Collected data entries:
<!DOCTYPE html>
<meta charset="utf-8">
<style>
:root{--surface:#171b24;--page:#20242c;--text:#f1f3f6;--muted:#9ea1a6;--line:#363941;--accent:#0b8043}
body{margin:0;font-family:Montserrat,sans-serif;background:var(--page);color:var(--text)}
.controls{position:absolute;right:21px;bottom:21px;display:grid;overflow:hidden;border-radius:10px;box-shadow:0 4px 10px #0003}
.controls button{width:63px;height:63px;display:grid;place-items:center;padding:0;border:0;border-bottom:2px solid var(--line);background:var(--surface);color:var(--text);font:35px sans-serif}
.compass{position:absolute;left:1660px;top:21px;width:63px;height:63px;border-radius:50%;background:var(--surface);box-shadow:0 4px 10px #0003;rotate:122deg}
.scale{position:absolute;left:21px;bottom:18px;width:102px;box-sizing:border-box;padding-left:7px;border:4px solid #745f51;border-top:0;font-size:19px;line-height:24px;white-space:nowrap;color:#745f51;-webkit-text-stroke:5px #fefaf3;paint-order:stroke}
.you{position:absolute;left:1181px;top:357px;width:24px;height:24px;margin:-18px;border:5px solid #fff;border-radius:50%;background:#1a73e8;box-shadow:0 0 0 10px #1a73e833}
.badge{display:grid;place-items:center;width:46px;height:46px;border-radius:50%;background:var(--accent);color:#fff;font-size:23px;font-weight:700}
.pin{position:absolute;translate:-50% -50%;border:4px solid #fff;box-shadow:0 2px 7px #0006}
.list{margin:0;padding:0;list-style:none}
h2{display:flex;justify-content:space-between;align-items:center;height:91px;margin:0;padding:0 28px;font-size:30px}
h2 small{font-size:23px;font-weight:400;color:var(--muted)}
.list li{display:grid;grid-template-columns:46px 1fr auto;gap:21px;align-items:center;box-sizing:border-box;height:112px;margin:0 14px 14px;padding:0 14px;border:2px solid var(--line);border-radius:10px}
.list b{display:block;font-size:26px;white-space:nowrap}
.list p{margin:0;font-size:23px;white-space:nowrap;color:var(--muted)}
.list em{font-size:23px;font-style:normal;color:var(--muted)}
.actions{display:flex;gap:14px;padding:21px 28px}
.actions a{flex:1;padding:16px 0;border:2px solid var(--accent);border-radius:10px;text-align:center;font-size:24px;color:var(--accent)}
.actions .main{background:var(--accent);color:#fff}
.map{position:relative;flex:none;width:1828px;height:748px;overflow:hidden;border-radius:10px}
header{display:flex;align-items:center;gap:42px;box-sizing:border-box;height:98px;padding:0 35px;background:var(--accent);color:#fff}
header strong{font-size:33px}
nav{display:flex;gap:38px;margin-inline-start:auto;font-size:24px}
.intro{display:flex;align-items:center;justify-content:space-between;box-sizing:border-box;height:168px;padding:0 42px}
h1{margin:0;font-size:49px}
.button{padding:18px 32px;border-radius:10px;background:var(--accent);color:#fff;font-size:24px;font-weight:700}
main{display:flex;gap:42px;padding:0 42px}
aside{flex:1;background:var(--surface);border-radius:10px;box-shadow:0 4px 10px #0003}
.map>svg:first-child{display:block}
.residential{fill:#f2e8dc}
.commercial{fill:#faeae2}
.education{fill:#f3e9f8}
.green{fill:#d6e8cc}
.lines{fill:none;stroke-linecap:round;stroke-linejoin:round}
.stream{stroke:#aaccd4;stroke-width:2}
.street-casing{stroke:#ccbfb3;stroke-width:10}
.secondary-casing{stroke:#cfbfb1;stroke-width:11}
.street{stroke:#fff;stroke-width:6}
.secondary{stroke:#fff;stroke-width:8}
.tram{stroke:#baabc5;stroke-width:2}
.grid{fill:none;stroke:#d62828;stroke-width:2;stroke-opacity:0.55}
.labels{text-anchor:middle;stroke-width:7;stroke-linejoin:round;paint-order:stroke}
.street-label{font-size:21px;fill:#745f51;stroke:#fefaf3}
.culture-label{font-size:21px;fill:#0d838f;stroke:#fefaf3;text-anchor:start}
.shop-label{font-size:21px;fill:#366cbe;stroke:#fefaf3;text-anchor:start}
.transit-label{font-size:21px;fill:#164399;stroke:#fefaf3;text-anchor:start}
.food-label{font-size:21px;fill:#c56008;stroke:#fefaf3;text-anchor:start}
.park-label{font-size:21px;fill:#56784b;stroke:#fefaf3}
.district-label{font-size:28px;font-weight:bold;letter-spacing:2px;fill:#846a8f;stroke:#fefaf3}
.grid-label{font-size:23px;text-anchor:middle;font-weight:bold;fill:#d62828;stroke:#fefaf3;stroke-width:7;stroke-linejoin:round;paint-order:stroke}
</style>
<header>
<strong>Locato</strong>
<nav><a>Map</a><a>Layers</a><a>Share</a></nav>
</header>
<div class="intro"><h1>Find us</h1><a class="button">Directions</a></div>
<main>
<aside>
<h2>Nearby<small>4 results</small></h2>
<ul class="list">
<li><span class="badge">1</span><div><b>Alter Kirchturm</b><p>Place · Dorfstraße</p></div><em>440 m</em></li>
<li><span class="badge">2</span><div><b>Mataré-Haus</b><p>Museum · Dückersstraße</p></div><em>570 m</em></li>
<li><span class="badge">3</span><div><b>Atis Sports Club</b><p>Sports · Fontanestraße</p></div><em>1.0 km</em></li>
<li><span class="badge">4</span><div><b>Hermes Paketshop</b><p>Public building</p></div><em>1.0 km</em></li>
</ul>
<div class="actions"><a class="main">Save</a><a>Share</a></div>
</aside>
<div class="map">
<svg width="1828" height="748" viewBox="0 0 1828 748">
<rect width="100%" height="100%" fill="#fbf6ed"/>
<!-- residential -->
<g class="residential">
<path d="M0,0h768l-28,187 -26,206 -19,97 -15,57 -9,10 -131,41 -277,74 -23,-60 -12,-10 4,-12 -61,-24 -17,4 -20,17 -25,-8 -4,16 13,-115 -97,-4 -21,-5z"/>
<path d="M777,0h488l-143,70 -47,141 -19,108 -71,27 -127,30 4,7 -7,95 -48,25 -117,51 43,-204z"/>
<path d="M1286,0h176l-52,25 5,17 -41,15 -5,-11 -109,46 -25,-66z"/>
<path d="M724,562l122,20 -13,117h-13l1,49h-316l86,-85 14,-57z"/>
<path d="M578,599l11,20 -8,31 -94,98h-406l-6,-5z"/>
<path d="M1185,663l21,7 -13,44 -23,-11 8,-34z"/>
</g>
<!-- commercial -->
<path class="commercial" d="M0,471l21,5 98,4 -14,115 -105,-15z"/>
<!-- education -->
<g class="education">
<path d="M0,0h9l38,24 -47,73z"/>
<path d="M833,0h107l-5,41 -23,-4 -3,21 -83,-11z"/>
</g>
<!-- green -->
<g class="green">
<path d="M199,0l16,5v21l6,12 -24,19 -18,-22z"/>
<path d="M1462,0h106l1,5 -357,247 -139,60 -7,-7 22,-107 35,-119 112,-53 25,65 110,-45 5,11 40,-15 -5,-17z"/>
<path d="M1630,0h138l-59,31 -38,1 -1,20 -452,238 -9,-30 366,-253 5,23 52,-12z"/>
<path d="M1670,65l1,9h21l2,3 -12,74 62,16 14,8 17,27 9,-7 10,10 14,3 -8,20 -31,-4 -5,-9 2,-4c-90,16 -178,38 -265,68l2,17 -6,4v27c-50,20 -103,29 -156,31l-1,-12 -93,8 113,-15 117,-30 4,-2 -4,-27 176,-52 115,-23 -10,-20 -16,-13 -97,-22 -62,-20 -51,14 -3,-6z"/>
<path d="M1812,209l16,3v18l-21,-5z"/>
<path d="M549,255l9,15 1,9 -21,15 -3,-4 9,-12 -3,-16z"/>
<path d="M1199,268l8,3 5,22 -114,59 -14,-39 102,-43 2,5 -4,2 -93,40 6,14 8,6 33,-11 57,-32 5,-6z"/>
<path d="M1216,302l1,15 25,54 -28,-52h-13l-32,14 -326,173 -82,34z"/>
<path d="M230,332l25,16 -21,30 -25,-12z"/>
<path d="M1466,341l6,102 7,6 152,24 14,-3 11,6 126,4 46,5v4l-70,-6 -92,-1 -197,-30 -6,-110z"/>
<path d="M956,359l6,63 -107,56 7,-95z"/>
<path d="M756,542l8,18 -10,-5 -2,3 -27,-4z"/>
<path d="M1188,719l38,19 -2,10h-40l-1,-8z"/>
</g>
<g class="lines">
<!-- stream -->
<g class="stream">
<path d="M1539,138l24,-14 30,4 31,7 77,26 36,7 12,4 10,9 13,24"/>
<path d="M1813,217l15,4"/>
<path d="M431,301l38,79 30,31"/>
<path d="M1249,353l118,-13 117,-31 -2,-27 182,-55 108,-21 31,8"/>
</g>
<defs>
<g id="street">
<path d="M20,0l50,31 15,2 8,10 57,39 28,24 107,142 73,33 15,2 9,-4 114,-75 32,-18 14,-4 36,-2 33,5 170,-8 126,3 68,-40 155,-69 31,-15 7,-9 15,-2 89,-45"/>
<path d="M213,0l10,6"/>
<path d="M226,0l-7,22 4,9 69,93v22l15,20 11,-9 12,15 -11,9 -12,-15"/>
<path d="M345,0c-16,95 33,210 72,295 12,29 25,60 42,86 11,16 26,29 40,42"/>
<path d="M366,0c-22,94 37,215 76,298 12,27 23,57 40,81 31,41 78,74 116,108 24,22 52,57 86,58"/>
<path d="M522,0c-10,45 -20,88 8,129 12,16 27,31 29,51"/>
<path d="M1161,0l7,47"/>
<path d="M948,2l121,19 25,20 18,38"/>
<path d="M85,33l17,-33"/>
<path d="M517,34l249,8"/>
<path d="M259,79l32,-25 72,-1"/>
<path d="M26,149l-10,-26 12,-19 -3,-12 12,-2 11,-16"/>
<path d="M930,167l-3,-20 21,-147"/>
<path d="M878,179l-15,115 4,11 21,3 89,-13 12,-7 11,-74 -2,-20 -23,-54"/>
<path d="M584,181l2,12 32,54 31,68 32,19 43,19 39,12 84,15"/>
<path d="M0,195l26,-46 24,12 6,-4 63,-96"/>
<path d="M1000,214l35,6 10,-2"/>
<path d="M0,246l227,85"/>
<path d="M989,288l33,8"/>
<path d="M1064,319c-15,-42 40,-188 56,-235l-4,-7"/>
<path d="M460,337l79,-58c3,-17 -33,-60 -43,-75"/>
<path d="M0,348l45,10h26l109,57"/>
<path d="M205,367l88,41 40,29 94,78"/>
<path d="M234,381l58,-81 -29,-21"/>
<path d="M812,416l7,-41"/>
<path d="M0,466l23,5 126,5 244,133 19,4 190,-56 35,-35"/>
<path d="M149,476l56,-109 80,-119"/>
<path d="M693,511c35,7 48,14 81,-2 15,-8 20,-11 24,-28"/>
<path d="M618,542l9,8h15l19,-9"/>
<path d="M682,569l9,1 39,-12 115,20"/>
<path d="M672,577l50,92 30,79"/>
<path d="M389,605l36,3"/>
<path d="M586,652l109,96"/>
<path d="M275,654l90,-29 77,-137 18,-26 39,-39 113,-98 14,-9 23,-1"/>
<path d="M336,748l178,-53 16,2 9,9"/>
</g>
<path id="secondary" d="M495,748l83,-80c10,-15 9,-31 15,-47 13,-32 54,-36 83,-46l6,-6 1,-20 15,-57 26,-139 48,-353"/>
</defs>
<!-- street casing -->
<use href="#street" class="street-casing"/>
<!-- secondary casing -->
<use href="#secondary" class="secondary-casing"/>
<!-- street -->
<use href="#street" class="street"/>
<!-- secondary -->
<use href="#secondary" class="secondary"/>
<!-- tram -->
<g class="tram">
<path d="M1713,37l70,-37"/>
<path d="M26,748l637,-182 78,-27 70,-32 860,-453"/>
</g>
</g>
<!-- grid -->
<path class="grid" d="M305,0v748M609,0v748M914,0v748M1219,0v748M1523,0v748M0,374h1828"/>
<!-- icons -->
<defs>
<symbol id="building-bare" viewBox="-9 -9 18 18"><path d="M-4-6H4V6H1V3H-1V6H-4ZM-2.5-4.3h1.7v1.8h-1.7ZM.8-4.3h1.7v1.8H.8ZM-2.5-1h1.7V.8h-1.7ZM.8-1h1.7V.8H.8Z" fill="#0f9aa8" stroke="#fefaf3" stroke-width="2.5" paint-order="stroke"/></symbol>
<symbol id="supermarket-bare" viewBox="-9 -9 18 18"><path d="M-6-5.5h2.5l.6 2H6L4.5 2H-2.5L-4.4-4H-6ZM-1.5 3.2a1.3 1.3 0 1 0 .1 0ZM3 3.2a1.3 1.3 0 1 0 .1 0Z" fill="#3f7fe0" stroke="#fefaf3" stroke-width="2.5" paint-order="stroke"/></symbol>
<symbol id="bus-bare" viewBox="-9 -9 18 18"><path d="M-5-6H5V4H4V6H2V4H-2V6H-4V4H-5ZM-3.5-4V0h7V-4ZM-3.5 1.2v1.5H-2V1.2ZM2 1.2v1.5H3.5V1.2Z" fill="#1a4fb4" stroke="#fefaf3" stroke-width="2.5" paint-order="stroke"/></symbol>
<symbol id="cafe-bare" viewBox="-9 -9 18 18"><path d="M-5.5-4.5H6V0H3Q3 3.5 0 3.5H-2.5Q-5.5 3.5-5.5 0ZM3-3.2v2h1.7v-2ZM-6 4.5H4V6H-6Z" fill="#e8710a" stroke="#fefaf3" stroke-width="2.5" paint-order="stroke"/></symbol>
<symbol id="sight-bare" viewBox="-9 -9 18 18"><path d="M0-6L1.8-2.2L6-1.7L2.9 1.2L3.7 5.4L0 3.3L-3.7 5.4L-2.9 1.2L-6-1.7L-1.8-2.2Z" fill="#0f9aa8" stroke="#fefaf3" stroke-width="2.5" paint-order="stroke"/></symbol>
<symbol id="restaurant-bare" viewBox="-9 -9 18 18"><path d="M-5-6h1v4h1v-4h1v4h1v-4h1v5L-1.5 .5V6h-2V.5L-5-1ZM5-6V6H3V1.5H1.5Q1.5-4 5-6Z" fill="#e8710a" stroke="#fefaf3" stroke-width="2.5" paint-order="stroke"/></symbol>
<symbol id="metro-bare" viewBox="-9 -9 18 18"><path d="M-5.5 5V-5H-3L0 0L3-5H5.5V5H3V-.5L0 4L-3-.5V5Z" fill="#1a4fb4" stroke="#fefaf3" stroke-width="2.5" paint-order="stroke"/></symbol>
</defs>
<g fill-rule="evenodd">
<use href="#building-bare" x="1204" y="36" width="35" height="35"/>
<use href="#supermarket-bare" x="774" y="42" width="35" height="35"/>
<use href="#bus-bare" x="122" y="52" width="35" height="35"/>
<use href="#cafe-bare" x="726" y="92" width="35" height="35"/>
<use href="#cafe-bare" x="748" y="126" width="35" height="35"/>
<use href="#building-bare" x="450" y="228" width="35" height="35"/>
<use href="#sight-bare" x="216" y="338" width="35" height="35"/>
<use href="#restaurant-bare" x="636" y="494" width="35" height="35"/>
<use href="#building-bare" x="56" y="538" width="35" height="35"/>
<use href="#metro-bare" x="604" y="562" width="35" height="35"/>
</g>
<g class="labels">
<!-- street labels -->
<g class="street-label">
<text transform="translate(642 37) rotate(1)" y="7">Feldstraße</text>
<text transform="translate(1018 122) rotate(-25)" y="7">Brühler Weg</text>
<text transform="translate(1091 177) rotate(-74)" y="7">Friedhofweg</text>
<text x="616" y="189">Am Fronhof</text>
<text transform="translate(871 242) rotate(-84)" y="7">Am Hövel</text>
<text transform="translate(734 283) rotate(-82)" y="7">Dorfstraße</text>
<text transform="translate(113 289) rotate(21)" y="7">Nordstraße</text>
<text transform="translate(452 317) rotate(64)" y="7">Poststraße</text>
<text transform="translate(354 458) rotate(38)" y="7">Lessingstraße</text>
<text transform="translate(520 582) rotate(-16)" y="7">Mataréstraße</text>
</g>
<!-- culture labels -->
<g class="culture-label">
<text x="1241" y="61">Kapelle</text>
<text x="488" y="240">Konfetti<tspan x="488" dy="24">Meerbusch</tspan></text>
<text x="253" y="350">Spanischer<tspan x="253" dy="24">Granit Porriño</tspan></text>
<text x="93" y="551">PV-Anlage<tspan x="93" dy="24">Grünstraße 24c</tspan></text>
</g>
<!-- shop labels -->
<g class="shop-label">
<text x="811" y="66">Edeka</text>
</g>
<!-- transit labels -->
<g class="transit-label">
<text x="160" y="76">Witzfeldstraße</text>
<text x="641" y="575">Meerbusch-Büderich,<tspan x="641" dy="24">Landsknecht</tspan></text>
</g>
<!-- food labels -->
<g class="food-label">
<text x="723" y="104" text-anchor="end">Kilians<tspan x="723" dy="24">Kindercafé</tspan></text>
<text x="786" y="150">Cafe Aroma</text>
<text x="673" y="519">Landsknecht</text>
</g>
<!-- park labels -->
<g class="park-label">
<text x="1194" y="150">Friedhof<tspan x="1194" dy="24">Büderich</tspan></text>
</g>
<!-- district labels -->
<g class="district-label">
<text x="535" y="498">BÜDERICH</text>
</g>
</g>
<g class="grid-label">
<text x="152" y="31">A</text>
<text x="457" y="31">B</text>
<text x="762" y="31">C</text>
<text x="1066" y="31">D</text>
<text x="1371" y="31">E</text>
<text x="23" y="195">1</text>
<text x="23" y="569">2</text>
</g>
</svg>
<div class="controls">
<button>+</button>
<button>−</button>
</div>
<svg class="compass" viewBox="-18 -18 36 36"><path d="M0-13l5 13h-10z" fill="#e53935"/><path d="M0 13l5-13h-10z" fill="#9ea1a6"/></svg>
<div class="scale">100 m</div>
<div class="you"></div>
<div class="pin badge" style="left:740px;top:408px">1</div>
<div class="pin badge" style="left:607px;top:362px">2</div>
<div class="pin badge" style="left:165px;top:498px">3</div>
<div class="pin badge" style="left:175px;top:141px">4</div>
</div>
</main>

Required work: Go through the entries and copy every line with "compass".

Solved exercise:
.compass{position:absolute;left:1660px;top:21px;width:63px;height:63px;border-radius:50%;background:var(--surface);box-shadow:0 4px 10px #0003;rotate:122deg}
<svg class="compass" viewBox="-18 -18 36 36"><path d="M0-13l5 13h-10z" fill="#e53935"/><path d="M0 13l5-13h-10z" fill="#9ea1a6"/></svg>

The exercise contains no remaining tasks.